Part 1 - Data exploration

First, create 2 data frames: listings and bookings from their respective data files


In [5]:
# the pd.read... etc pulls in data using pandas to create a data frame
bookings = pd.read_csv('../data/bookings.csv')
listings = pd.read_csv('../data/listings.csv')

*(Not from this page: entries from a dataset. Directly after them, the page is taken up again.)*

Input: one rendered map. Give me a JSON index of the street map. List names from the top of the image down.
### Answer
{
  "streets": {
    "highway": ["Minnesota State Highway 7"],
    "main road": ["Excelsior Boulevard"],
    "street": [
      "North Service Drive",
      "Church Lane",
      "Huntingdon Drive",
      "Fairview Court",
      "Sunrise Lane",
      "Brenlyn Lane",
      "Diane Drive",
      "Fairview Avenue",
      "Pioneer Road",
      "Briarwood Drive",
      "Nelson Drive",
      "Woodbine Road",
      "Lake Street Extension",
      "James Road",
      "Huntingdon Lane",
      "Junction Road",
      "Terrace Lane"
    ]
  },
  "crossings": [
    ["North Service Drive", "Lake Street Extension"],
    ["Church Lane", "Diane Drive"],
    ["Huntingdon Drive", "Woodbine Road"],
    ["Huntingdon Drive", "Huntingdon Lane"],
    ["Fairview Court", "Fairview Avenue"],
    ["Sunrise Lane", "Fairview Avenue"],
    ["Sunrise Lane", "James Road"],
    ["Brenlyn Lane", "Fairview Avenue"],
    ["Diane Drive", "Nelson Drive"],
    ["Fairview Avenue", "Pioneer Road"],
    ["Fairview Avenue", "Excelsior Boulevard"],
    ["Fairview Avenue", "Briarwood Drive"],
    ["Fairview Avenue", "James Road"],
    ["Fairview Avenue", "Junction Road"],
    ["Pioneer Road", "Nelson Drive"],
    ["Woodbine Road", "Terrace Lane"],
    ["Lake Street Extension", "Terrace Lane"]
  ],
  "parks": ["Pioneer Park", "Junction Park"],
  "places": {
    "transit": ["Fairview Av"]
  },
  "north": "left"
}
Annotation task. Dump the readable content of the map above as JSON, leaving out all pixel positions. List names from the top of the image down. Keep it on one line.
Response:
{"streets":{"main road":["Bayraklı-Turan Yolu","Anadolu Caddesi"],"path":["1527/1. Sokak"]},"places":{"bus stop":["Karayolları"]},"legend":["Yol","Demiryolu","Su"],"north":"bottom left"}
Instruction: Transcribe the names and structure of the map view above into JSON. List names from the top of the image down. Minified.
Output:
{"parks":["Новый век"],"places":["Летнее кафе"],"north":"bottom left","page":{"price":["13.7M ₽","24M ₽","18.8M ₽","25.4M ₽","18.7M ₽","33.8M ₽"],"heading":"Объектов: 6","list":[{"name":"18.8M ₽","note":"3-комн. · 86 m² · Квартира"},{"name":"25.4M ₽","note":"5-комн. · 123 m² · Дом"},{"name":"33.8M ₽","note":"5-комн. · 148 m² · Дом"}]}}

# the following .head(5) function displays the header and first 5 line items in the data frame
# I used this to ensure the data frame was properly formatted

listings.head(5)
# bookings.head(5)


Out[5]:
prop_id prop_type neighborhood price person_capacity picture_count description_length tenure_months
0 1 Property type 1 Neighborhood 14 140 3 11 232 30
1 2 Property type 1 Neighborhood 14 95 2 3 37 29
2 3 Property type 2 Neighborhood 16 95 2 16 172 29
3 4 Property type 2 Neighborhood 13 90 2 19 472 28
4 5 Property type 1 Neighborhood 15 125 5 21 442 28

What is the mean, median and standard deviation of price, person capacity, picture count, description length and tenure of the properties?


In [6]:
# using the .describe function displays a bunch of information for each column
    # The median is equvilant to the 50% quartile. 

listings.describe()

# which is the media? 
#     what is this question asking?  

# describe standard dev
#     The standard deviation is a value that shows how spread out the numbers in a set are. 
#     For example, the pic count varies by 10.5 for each std dev. 
#     If the distribution was normal (which it is not), the std dev would show that 68.27% of values have pictures within 1 std. dev of 10.5 at a mean of 14.4


Out[6]:
prop_id price person_capacity picture_count description_length tenure_months
count 408.000000 408.000000 408.000000 408.000000 408.000000 408.000000
mean 204.500000 187.806373 2.997549 14.389706 309.159314 8.487745
std 117.923704 353.050858 1.594676 10.477428 228.021684 5.872088
min 1.000000 39.000000 1.000000 1.000000 0.000000 1.000000
25% 102.750000 90.000000 2.000000 6.000000 179.000000 4.000000
50% 204.500000 125.000000 2.000000 12.000000 250.000000 7.000000
75% 306.250000 199.000000 4.000000 20.000000 389.500000 13.000000
max 408.000000 5000.000000 10.000000 71.000000 1969.000000 30.000000

What what are the mean price, person capacity, picture count, description length and tenure of the properties grouped by property type?


In [7]:
# I used groupby to display the information in a table format
listings.groupby(['prop_type'])['person_capacity','picture_count','description_length','tenure_months','price'].agg(['mean'])


Out[7]:
person_capacity picture_count description_length tenure_months price
mean mean mean mean mean
prop_type
Property type 1 3.516729 14.695167 313.171004 8.464684 237.085502
Property type 2 2.000000 13.948148 304.851852 8.377778 93.288889
Property type 3 1.750000 8.750000 184.750000 13.750000 63.750000

Same, but by property type per neighborhood?


In [8]:
# I added a variable to the groupby to show neighborhood. 
# Depending on how you want to look at the data, it might be more intesting to look at property type first, then neighborhood.
# or neighborhood, then prop type. Both are provided. 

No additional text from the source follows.